Stored data entries
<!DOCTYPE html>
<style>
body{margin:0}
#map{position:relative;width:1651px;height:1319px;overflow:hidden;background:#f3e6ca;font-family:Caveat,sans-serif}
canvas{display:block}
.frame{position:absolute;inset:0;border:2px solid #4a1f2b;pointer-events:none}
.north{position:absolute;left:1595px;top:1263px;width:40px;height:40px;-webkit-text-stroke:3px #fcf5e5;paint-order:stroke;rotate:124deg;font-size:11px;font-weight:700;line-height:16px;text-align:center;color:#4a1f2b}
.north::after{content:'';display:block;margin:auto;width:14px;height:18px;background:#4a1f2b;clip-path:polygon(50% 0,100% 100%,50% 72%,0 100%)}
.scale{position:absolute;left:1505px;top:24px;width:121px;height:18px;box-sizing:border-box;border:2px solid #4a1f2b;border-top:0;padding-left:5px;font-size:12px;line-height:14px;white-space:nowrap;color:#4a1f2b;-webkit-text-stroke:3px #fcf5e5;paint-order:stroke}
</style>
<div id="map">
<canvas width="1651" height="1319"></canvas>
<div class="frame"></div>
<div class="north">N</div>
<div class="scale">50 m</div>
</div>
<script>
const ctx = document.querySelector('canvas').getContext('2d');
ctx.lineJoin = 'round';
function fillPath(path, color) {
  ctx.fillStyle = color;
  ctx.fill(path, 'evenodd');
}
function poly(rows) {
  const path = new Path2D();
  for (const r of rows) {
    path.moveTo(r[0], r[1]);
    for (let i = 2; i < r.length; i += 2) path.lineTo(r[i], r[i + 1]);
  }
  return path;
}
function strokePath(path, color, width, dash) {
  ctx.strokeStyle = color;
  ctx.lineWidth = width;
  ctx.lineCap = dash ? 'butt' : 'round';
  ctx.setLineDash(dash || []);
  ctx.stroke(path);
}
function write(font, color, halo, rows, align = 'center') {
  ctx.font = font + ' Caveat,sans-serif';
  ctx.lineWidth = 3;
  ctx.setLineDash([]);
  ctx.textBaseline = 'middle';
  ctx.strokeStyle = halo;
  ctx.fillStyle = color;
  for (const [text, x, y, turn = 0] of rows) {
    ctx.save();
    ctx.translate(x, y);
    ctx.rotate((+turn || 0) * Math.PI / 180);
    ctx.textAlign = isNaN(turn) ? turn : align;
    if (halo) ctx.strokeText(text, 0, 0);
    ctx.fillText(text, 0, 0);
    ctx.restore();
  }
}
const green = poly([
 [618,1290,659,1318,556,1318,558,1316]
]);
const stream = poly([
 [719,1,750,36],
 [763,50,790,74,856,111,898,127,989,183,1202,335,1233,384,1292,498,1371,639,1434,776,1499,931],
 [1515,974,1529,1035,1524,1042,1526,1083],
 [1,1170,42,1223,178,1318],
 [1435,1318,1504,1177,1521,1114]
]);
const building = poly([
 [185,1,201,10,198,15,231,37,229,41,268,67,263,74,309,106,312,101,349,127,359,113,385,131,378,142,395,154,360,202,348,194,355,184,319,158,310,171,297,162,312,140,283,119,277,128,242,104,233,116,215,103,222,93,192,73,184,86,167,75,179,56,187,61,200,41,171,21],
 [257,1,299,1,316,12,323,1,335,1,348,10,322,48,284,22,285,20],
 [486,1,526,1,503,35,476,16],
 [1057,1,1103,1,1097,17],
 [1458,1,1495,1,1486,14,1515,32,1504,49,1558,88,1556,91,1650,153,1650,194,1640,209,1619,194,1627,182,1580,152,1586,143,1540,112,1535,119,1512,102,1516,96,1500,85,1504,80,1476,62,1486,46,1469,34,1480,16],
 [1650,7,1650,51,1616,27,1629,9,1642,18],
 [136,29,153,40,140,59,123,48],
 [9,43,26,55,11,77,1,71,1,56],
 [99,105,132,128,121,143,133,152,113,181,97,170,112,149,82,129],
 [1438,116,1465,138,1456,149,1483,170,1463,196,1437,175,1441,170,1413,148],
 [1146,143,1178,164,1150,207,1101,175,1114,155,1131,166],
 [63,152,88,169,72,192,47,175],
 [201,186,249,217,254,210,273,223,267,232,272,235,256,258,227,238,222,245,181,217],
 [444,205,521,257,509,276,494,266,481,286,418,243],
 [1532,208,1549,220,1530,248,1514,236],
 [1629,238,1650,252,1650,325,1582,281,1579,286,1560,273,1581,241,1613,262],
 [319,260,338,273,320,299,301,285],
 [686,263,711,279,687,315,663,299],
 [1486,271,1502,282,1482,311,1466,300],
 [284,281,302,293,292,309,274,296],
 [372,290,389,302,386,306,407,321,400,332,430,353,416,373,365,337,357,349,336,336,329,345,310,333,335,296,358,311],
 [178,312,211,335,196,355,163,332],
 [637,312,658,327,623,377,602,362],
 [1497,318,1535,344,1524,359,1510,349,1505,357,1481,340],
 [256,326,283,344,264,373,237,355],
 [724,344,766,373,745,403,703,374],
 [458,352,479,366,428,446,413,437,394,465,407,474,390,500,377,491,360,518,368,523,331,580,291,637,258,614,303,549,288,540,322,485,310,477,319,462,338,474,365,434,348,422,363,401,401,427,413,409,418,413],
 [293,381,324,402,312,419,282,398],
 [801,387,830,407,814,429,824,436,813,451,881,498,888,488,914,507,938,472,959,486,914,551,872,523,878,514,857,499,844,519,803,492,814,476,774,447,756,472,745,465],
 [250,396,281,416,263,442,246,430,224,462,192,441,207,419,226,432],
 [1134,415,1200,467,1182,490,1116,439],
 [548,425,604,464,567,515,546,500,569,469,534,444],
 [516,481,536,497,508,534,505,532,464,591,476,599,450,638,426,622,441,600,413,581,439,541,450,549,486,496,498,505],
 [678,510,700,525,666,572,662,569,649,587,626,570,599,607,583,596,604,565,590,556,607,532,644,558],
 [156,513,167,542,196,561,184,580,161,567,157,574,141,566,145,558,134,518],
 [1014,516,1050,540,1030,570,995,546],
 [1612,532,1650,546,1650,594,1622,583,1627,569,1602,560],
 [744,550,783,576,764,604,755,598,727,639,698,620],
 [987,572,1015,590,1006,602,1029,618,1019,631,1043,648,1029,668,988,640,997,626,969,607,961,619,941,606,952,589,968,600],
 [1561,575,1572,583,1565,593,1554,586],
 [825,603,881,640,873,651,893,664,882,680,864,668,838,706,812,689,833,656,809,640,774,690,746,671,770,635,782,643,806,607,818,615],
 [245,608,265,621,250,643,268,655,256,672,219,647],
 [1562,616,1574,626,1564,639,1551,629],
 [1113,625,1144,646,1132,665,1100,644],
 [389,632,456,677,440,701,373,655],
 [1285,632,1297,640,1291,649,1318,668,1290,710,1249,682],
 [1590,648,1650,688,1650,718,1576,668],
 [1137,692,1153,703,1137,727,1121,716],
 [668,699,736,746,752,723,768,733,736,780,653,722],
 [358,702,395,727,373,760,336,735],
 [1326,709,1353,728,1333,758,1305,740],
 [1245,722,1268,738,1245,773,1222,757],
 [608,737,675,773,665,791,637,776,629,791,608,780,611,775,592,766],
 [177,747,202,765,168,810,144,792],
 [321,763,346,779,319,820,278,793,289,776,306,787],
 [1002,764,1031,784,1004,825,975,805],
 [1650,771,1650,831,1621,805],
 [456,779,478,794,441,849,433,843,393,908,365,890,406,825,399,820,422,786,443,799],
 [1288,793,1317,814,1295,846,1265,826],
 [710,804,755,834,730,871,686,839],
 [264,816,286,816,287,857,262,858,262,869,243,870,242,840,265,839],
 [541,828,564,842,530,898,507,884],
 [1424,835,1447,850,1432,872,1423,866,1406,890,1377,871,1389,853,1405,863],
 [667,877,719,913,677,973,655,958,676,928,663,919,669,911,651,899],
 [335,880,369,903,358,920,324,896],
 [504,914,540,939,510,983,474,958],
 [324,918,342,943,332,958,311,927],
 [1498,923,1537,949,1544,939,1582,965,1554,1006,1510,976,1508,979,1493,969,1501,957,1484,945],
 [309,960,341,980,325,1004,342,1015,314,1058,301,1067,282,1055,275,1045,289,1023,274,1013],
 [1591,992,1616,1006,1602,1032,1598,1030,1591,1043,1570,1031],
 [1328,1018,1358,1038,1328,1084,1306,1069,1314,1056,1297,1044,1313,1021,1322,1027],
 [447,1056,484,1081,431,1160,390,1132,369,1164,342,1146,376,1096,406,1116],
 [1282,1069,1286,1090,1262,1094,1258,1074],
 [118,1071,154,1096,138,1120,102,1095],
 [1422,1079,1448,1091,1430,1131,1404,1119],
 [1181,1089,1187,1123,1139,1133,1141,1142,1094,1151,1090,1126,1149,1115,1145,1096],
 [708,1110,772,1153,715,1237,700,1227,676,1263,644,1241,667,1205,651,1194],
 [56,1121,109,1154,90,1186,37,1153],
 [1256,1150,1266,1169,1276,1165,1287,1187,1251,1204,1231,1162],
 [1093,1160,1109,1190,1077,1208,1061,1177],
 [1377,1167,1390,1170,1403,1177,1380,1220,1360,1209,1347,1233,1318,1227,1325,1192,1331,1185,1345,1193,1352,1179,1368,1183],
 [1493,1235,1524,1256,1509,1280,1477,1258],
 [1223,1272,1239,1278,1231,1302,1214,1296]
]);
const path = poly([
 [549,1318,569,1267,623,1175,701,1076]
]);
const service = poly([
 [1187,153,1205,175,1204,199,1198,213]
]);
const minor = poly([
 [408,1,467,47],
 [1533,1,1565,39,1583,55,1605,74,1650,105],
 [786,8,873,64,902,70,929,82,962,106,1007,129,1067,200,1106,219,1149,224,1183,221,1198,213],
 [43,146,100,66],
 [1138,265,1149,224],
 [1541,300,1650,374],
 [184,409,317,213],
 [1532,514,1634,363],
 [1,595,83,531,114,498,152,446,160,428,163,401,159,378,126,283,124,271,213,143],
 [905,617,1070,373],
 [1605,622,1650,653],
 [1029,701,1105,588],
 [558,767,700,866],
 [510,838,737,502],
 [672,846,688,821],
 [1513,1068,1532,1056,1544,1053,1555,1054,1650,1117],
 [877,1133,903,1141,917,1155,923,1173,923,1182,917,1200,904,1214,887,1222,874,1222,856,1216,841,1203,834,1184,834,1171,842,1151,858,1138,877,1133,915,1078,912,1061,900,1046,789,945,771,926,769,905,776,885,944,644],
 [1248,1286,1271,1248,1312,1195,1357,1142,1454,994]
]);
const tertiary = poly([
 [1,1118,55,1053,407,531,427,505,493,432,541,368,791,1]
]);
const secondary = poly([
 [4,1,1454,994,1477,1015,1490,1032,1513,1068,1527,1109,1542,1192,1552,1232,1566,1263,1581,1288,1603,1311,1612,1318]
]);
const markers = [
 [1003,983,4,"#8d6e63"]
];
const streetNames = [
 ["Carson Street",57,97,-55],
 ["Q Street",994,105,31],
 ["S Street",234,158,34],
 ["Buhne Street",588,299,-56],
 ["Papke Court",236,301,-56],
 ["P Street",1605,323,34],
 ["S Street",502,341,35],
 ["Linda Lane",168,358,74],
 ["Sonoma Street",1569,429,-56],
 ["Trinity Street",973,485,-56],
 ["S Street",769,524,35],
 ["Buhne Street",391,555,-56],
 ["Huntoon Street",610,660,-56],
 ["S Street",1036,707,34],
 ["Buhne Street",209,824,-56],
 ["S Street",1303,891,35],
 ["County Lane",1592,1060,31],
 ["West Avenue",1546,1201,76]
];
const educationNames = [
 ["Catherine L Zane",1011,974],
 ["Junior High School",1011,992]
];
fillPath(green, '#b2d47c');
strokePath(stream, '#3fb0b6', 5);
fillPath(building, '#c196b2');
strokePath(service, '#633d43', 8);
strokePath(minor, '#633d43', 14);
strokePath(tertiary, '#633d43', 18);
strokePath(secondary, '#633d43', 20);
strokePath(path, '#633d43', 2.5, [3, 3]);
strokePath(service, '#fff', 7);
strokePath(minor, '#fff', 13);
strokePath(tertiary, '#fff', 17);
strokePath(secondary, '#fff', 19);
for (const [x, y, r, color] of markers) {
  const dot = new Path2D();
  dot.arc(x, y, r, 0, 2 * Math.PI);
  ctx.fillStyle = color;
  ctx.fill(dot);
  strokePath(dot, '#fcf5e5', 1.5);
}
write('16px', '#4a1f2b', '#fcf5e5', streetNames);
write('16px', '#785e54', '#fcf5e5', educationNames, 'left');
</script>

| Task details |
Every line of the entries above that includes "strokeStyle" should be copied.

| Answer |
  ctx.strokeStyle = color;
  ctx.strokeStyle = halo;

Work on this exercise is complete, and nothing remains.